Je termine par ce fait vécu dans la semaine. L'autre jour, on enterrait une vieille paroissienne, Kathy Motemps, que beaucoup d'entre vous ont connu dans cette paroisse, qui n'était pas un exemple de sainteté, pas plus que moi d'ailleurs, mais elle est entrée au Paradis. Moi, je pense qu'actuellement Dieu la fait rire, car elle aimait beaucoup rire. Il y avait là ses enfants et ses petits enfants. Personnellement, j'ai souffert (c'est facile à dire), mais j'ai souffert que ses petits enfants ne soit pas baptisés. Je les sentais démunis. Ils accompagnaient leur grand-mère, et ils étaient là face à la mort, un événement quasi central de la vie, avec l'incapacité de bouger, de se positionner, de comprendre, d'ouvrir les yeux sur ce qui se passait. Au moment de la communion, ils ne sont pas venus communier, puisqu'ils ne sont pas baptisés, et je souffrais qu'ils ne puissent pas atteindre et accueillir cette communion. Et je pense, face à cela, que le déclin du religieux a ouvert à de nouvelles souffrances, des nouvelles souffrances psychiques, cela j'en suis convaincu. Ces gamins-là, au niveau de la mort par exemple, n'ont pas les éléments pour se positionner face à ce passage. Or, le rite, la célébration, c'est l'endroit où quelque chose de mon humanité s'ouvre, s'épanouit, frémit au contact de Dieu. C'est ici que cela se passe. On n'en sent pas les effets immédiatement, ce n'est pas "évangile-story", quelque chose qui serait saisi dans l'émotion, mais c'est souvent après coup que la lumière se fait jour. Dieu ne se saisit pas, Il se célèbre. Les gens de l'extérieur de l'enclos pensent que nous devrions mieux parler de Dieu pour leur faire mieux comprendre. Mais le problème c'est qu'on ne peut pas leur faire mieux comprendre, on ne peut qu'inviter à participer avec nous à approcher ce qu'est Dieu, et pour l'approcher, on ne peut que le célébrer. On ne peut pas en donner des morceaux, on ne peut qu'inviter à une célébration qui est la meilleure façon d'approcher Dieu et c'est comme cela que Dieu se donne le plus.
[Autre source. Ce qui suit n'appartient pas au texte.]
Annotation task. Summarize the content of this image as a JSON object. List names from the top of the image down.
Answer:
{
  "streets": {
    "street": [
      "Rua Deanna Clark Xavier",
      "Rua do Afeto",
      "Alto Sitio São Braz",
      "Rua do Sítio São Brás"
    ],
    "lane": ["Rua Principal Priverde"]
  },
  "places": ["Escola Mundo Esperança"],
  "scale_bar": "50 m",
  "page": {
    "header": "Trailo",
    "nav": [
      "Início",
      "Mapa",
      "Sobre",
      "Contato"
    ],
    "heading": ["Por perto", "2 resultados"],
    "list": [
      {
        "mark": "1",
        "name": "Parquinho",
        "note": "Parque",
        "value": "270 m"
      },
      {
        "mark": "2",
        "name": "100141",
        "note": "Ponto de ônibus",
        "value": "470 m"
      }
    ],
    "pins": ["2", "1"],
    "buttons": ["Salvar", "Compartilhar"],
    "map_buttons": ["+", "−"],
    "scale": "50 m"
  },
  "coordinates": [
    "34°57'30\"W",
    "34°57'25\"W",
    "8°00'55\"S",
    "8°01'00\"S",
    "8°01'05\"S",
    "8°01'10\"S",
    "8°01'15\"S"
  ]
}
C'est pourquoi il y a un travail de mission et de moisson qui n'est pas négligeable, qui nous convoque à développer notre intelligence, non pas nos raideurs, mais notre façon de parler de Dieu, d'en témoigner dans une immense souplesse comme jamais. Il faut à la fois que nous nous fassions pardonner d'être dans l'enclos, parce que les gens pensent inconsciemment que nous jouissons de quelques privilèges que nous voulons garder pour nous, et que nous avons bien de la chance. Tout en nous faisant pardonner, il nous faut laisser la place pour l'autre, même si au début leur présence n'a pas l'air de nous plaire. Il y a du dérangement dans l'évangile, et si l'évangile nous laisse tranquille, c'est que nous ne sommes plus dans l'évangile. Il y a une sorte "d'intranquillité" qui est le signe que nous sommes en marche vers et avec le Pasteur.